Question

I was trying to implement a checkpointing scheme based on multithreaded fork using fork combined with setjmp/longjmp. I was hoping my solution would work but as expected it didn't. The code is shown below with an example usage for checkpoint/rollback.

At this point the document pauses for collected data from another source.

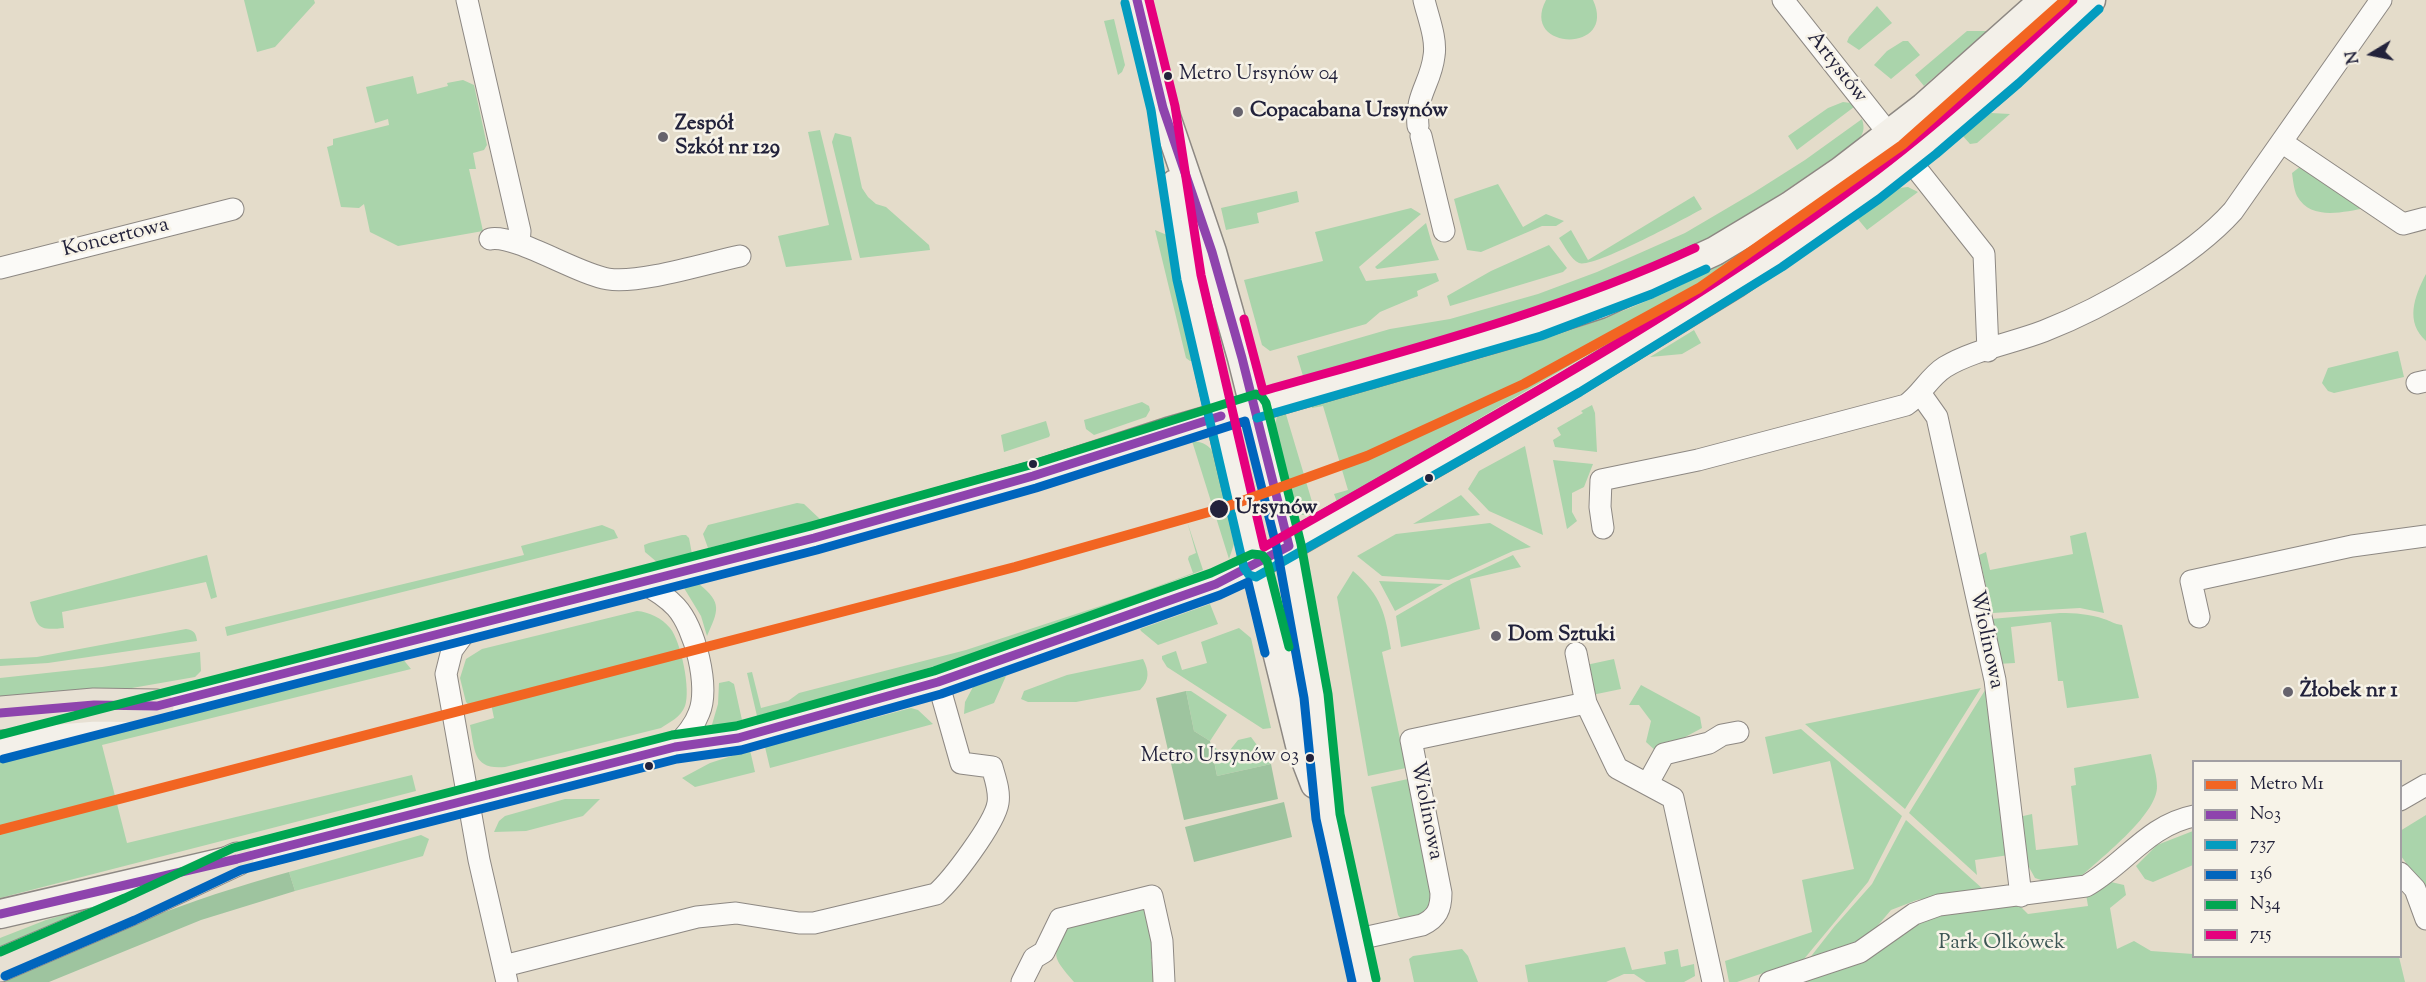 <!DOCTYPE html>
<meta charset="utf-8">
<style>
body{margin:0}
#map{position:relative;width:2426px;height:982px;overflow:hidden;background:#e4dcca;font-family:"Sorts Mill Goudy",serif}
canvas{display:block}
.legend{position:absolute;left:2192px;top:760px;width:210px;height:198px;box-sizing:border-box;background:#f7f3e8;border:2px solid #a29fa3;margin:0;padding:8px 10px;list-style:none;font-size:18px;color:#22223b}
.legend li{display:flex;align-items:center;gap:12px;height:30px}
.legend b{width:30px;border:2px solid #a29fa3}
.north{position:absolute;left:2342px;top:24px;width:60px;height:60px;-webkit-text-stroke:4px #f7f3e8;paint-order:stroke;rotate:260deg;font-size:16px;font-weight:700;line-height:24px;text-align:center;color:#22223b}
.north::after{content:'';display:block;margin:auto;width:21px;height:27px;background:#22223b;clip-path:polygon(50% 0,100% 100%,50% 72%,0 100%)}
</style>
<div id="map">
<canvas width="2426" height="982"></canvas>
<ul class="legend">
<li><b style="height:8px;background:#f26522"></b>Metro M1</li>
<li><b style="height:8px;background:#8e44ad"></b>N03</li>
<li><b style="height:8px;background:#039cbf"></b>737</li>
<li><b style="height:8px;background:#0065bd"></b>136</li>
<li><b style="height:8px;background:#00a651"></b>N34</li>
<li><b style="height:8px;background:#e5007d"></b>715</li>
</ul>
<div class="north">N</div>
</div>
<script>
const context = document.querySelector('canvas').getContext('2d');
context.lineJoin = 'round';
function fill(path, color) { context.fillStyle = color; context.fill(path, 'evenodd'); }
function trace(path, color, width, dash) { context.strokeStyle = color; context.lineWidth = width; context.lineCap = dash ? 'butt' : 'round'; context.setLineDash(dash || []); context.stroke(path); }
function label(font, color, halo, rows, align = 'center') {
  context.font = font + ' "Sorts Mill Goudy",serif'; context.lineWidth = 5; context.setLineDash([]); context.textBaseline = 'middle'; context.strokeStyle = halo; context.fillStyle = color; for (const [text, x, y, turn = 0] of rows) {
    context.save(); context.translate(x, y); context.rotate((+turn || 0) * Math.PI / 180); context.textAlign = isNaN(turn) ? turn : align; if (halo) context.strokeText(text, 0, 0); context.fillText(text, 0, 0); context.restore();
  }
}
const green = new Path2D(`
 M 244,0 L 314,0 L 315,3 L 275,47 L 257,52 Z
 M 1546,0 L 1593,0 C 1618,54 1519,51 1546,0 Z
 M 1877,6 L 1892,23 L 1859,50 L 1847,42 L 1849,37 Z
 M 1114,19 L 1125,65 L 1122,72 L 1118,75 L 1104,21 Z
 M 1967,31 L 1987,31 L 1924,86 L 1915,75 Z
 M 1903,41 L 1908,41 L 1920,55 L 1891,79 L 1874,65 L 1887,51 Z
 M 413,76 L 417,94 L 448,86 L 447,83 L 463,80 L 474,85 L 487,145 L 484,150 L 473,153 L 476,169 L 469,169 L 483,231 L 398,246 L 370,232 L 364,204 L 359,208 L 341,207 L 327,147 L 333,145 L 333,139 L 389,125 L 388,119 L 375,123 L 366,87 Z
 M 1843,102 L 1851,103 L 1854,107 L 1797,150 L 1788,136 L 1828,108 Z
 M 1991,113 L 2010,114 L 1977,143 L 1970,144 L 1962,135 Z
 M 1862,119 C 1865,129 1864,134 1856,142 C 1804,178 1751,216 1695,245 C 1571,307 1435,338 1303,376 L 1297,356 L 1390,329 L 1450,319 L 1538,294 L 1597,272 L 1685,233 L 1753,193 L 1805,160 Z
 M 820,130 L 852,260 L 786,267 L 778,236 L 829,225 L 808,132 Z
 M 835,133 L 851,137 L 862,188 L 868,197 L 876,204 L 886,207 L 929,245 L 930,250 L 860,258 L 832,142 Z
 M 2301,166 L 2366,208 C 2343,212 2311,221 2297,196 C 2294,190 2293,180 2292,173 Z
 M 1498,184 L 1523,227 L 1546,214 L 1564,221 L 1556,226 L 1542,226 L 1481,252 L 1467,250 L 1454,199 Z
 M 1908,187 L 1918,192 L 1867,230 L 1857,218 L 1899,188 Z
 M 1297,191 L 1299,202 L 1257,213 L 1259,223 L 1226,230 L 1221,208 Z
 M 1694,196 L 1702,209 C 1686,218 1592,269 1579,263 C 1571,260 1564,245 1559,238 L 1571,230 L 1588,260 Z
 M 1411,208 L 1421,214 L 1359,267 L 1366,281 L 1436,273 L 1439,281 L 1417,291 L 1418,296 L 1380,312 L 1366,324 L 1270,351 L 1262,345 L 1244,280 L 1323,261 L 1315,232 Z
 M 1794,222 L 1795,224 L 1698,290 L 1337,502 L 1334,494 L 1348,490 L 1323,406 L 1312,408 L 1310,404 C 1422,374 1535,348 1642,303 C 1695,281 1744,252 1794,222 Z
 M 1426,223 L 1432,244 L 1439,260 L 1377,269 L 1375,267 Z
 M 1155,230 L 1167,235 L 1195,361 L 1190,361 L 1186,358 Z
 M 1549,245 L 1567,268 L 1563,272 L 1450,306 L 1447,296 L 1491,271 Z
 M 2426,274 L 2426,341 C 2405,322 2414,297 2426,274 Z
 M 1694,330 L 1701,343 L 1682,354 L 1650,357 Z
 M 2398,351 L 2404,377 L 2334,393 L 2328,391 L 2322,383 L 2328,368 Z
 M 1142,402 L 1149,406 L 1150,410 L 1146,417 L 1094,435 L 1086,429 L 1084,420 Z
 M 1592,405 L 1595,413 L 1597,452 L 1555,447 L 1553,440 L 1561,435 L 1557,428 L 1583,413 L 1581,411 Z
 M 1285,411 L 1316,515 L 1302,515 L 1294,507 L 1274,430 L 1277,416 Z
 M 1046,421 L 1050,435 L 1049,437 L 1004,452 L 1001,435 Z
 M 1192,441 C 1204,442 1209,445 1215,455 L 1234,544 L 1229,559 Z
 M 1525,446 L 1543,535 L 1489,511 L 1468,489 L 1479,471 Z
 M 1553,460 L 1593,464 L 1584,487 L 1572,493 L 1572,512 L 1577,521 L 1567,529 Z
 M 1461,495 L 1480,515 L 1413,524 Z
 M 797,503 L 804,504 L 821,520 L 708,548 L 703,534 L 708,525 Z
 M 1187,521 L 1203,570 L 997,647 L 863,688 L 757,716 L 747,673 L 752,672 L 761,708 L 788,701 L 799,693 L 966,650 L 1134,595 L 1193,573 L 1188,559 L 1189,556 L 1196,553 Z
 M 1490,523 L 1531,547 L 1513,551 L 1449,580 L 1382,576 L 1357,556 L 1396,534 Z
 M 602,525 L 614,530 L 618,538 L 227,636 L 225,627 L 524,555 L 521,546 Z
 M 2086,532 L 2104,613 L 2080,608 L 1992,613 L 1979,555 L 1986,552 L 1990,570 L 2073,554 L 2070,536 Z
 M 682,535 L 686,535 L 689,538 L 692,554 L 658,563 L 645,552 L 644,545 L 649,543 Z
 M 207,555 L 217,597 L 211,599 L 206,582 L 62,612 L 64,628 C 37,631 37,627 30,602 Z
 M 1513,555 L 1521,567 L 1470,579 L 1480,629 L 1401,647 L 1396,616 L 1453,583 Z
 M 1353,571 C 1382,596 1385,613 1391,649 L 1382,652 L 1406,768 L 1368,776 L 1337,597 Z
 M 1379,581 L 1443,584 L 1395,611 Z
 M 699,584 C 723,603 718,611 707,636 L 701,616 L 684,588 Z
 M 1210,604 L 1218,624 L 1158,645 L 1141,631 L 1140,629 Z
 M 637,611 C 649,612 662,618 670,628 C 681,641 691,690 685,706 C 681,717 670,722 661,728 L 505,767 C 473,770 475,751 470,725 L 494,718 L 490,699 L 468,704 L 466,702 L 460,678 L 466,659 L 482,649 Z
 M 2060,613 C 2075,613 2090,614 2104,619 C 2111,621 2114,624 2122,625 L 2139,698 L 2067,708 L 2063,681 L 2058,681 L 2051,622 L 2011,627 L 2015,663 L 1997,664 L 1991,619 Z
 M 1239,628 L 1251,638 L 1271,728 L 1263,729 L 1167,667 L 1162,659 L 1162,656 L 1176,651 L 1182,670 L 1207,663 L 1201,642 Z
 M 186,629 C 194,630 196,633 197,641 L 48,663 L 0,666 L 0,659 L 37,657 Z
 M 200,652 L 201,671 L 195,677 L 132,688 L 0,703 L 0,678 L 102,667 Z
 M 402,658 L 411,669 L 102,745 L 127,843 L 412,775 L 416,791 L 0,898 L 0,761 Z
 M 1143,659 C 1149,671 1150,680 1140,690 L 1076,702 L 1028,702 L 1021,699 L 1024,691 L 1067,675 Z
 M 1614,659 L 1621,689 L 1592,695 L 1586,665 Z
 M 1006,676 L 994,703 L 964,714 L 965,702 L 973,687 Z
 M 729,681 L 734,684 L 742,720 L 711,728 L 718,704 L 719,683 Z
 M 1641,685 L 1700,717 L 1702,728 L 1657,752 L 1646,742 L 1651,721 L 1639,705 L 1629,705 Z
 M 1987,687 L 2009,855 L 1975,860 L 1977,875 L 1909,813 Z
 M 1981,688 L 1905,809 L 1805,724 Z
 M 1186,691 L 1191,691 L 1227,715 L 1210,741 L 1194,731 Z
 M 911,708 L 918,710 L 933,724 L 770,768 L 765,747 Z
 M 1801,729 L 1902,816 L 1868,882 L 1804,959 L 1737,982 L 1729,982 L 1725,961 L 1812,932 L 1802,880 L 1854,869 L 1830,761 L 1773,774 L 1765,737 Z
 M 1251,737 L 1271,764 L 1217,776 L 1211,745 L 1226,755 L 1238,740 Z
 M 750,750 L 755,772 L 695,787 L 682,778 L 710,763 Z
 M 2151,754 C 2153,764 2157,776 2157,786 C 2158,815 2098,860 2077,880 L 2044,881 L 2035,878 L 2025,860 L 2019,817 L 2032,814 L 2036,850 L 2078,845 L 2071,786 L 2076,785 L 2074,768 Z
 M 1408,779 L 1431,890 C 1431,911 1421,918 1401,919 L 1398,915 L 1371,787 Z
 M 565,799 L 600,799 L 583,816 L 526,831 L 494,832 L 499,821 L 505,816 Z
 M 2426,815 L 2426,891 L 2401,856 L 2400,831 Z
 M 1906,820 L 1984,890 L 1917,900 L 1891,910 L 1863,943 L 1805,964 L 1834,927 L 1872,884 Z
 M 2193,831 L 2193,865 L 2153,882 L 2145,879 L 2136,866 L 2157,845 Z
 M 421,835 L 429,839 L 423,856 L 295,891 L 289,872 Z
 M 2111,882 L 2124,885 L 2126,895 L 2110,908 L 2117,949 L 2134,941 L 2151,951 L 2193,954 L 2194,956 L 2399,957 L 2405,982 L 1794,982 L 1910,916 L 2017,903 L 2028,914 L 2088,906 L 2086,894 Z
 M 104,903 L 0,953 L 0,938 L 46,920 Z
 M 1136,906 L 1148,911 L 1157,957 L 1151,959 L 1157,982 L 1074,982 C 1051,955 1053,958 1065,926 Z
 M 1625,947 L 1632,970 L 1666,964 L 1664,952 L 1678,949 L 1681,967 L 1694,964 L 1695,976 L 1684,982 L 1646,982 L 1634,974 L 1624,974 L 1606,982 L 1528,982 L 1525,965 Z
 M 1462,949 L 1468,956 L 1478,982 L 1414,982 L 1409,959 L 1413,956 Z`);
const forest = new Path2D(`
 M 1186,691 L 1194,731 L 1210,741 L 1217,776 L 1271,764 L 1278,799 L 1184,820 L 1156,698 Z
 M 1284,802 L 1292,837 L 1194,862 L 1185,827 Z
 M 289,872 L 295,891 L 201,920 L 49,982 L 0,982 L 0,979 C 95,938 189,899 289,872 Z`);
const street = new Path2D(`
 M 467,0 L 520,231 L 519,244
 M 1783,0 L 1984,254 L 1988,351
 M 1418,126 C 1415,95 1431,83 1434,56 C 1437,39 1428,17 1424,0
 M 1421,136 L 1444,231
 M 2283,143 L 2403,224 L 2426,218
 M 490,239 C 515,234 577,274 608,279 C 640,284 707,263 740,256
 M 0,268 L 233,209
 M 2417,383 L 2426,381
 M 1920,393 L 1937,417 L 1995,680 L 2021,896
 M 1603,528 L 1600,507 L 1601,480 L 1698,460 L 1906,405 C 1921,395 1929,377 1945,367 C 1973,350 2013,343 2044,331 C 2103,308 2191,258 2233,211 L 2381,0
 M 641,582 C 654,589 666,596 676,607 C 695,628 710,687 699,713 C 694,727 684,737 675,747
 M 2199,617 L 2191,581 L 2352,546 L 2426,536
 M 469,627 L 452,650 L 446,674 L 479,860 L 507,982
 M 1576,653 L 1586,703 L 1617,768 L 1673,798 L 1713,982
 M 1648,783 L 1664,754 L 1709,743 L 1722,735 L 1738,732
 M 2400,800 L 2426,785
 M 2400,873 L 2415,889 L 2426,919
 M 1354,940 L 1422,925 C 1437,918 1441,909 1441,893 L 1411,740 L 1586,703
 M 504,966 L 697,917 L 736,913 L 799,923 L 814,923 L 936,894 C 952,880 995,823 998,803 C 1000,791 995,778 992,767 L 961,763 L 938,682
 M 1022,982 L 1034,958 L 1044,952 L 1060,919 L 1152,896 L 1162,941 L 1164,982
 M 1770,982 L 1860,952 L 1914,914 L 1939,905 L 2086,886 C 2124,865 2148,825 2194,816`);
const secondary = new Path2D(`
 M 1137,0 L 1163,108 L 1212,252 L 1242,358 L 1289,546 L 1316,696 L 1328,816 L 1364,982
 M 1175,184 C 1204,373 1255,559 1300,745 L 1315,784
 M 0,747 L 814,538 L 1033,476 L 1168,432 L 1512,333 L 1600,304 L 1715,251 L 1790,206 L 1841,171 L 1924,107 L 2044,0
 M 0,914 L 237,859 L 675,747 L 738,738 L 938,682 L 1216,584 L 1256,565 L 1563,389 L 1736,283 L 1873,188 L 1909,160 L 1997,87 L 2091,0`);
const primary = new Path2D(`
 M 0,713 L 94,705 L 157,706
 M 0,965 L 130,909 L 237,859`);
const bus1 = new Path2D(`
 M 1137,0 L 1163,108 L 1212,252 L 1242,358 L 1289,546
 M 0,713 L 94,705 L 157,706 L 814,538 L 1033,476 L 1221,416
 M 0,914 L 237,859 L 675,747 L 738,738 L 938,682 L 1216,584 L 1289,546`);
const bus2 = new Path2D(`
 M 1125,3 L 1151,110 L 1177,280 L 1244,568 L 1249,575 L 1256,577 L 1580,392 L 1782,267 L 1879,199 L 1936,154 L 2019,83 L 2099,9
 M 1257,418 L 1541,336 L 1652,294 L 1706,269`);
const bus3 = new Path2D(`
 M 3,759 L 817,550 L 1036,488 L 1245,421 L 1277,549 L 1304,698 L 1316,819 L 1352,982
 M 5,976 L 135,920 L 241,870 L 677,759 L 741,750 L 941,694 L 1220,595 L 1248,582 L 1265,653`);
const bus4 = new Path2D(`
 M 0,735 L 811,526 L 1030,465 L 1256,394 L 1262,397 L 1266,403 L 1301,544 L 1328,694 L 1340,814 L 1376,979
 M 0,952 L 125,898 L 233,848 L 672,735 L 736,726 L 934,671 L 1211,573 L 1252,554 L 1262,555 L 1267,561 L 1289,647`);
const bus5 = new Path2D(`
 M 1149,0 L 1175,106 L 1201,275 L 1264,547 C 1467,431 1676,319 1864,180 C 1938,125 2006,62 2073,0
 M 1244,319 L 1263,391 C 1411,349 1554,313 1695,248`);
const metro1 = new Path2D(`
 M 0,830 L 1015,567 L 1223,508 L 1367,456 L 1524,384 L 1699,288 L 1902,145 L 2065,0`);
const markers = [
 [1168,76,5,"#22223b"],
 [1238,112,6,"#66636d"],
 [663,137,6,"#66636d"],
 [1033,464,5,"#22223b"],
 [1429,478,5,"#22223b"],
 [1219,509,10,"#22223b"],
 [1496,636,6,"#66636d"],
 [2288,692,6,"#66636d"],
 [1310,758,5,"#22223b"],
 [649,766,5,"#22223b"]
];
const busNames = [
 ["Metro Ursynów 04",1179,76],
 ["Metro Ursynów 03",1299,758,"right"]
];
const streetNames = [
 ["Artystów",1836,68,52],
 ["Koncertowa",116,239,-14],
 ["Wiolinowa",1985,640,78],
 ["Wiolinowa",1425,811,79]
];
const poiNames = [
 ["Copacabana Ursynów",1250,112],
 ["Zespół",675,125],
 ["Szkół nr 129",675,149],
 ["Dom Sztuki",1508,636],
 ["Żłobek nr 1",2300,692]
];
const stopNames = [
 ["Ursynów",1235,509]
];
const parkNames = [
 ["Park Olkówek",2002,944]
];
fill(green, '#aad4ab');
fill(forest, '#9ec49f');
trace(street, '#8d8883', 23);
trace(secondary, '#8d8883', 31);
trace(primary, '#8d8883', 35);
trace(street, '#fbfaf7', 21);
trace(secondary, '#f3f0e9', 28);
trace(primary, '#e7e0d3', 33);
trace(bus1, '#8e44ad', 9);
trace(bus2, '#039cbf', 9);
trace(bus3, '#0065bd', 9);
trace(bus4, '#00a651', 9);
trace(bus5, '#e5007d', 9);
trace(metro1, '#f26522', 10);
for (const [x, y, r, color] of markers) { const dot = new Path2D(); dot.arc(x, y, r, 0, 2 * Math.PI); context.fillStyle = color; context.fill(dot); trace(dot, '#f7f3e8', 2); }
label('20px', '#22223b', '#f7f3e8', busNames, 'left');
label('21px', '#22223b', '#f7f3e8', streetNames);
label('bold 21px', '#22223b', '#f7f3e8', poiNames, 'left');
label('bold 21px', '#22223b', '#f7f3e8', stopNames, 'left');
label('21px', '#3d5655', '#f7f3e8', parkNames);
</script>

The main idea is to allocate stacks for the threads myself, as done by using the function pthread_create_with_stack and then just use a fork from the main thread. The forked process (checkpoint) is suspended at the beginning and when awoken (rollbacking), the main thread of the forked process recreates the threads by calling pthread_create and use the same stacks as threads in original process. Also longjmp is done in the thread routine at the beginning, so as to jump to the same point in the code when process was forked as a checkpoint. Note that all setjmp calls are done inside function my_pthread_barrier_wait so that no thread has acquired a lock.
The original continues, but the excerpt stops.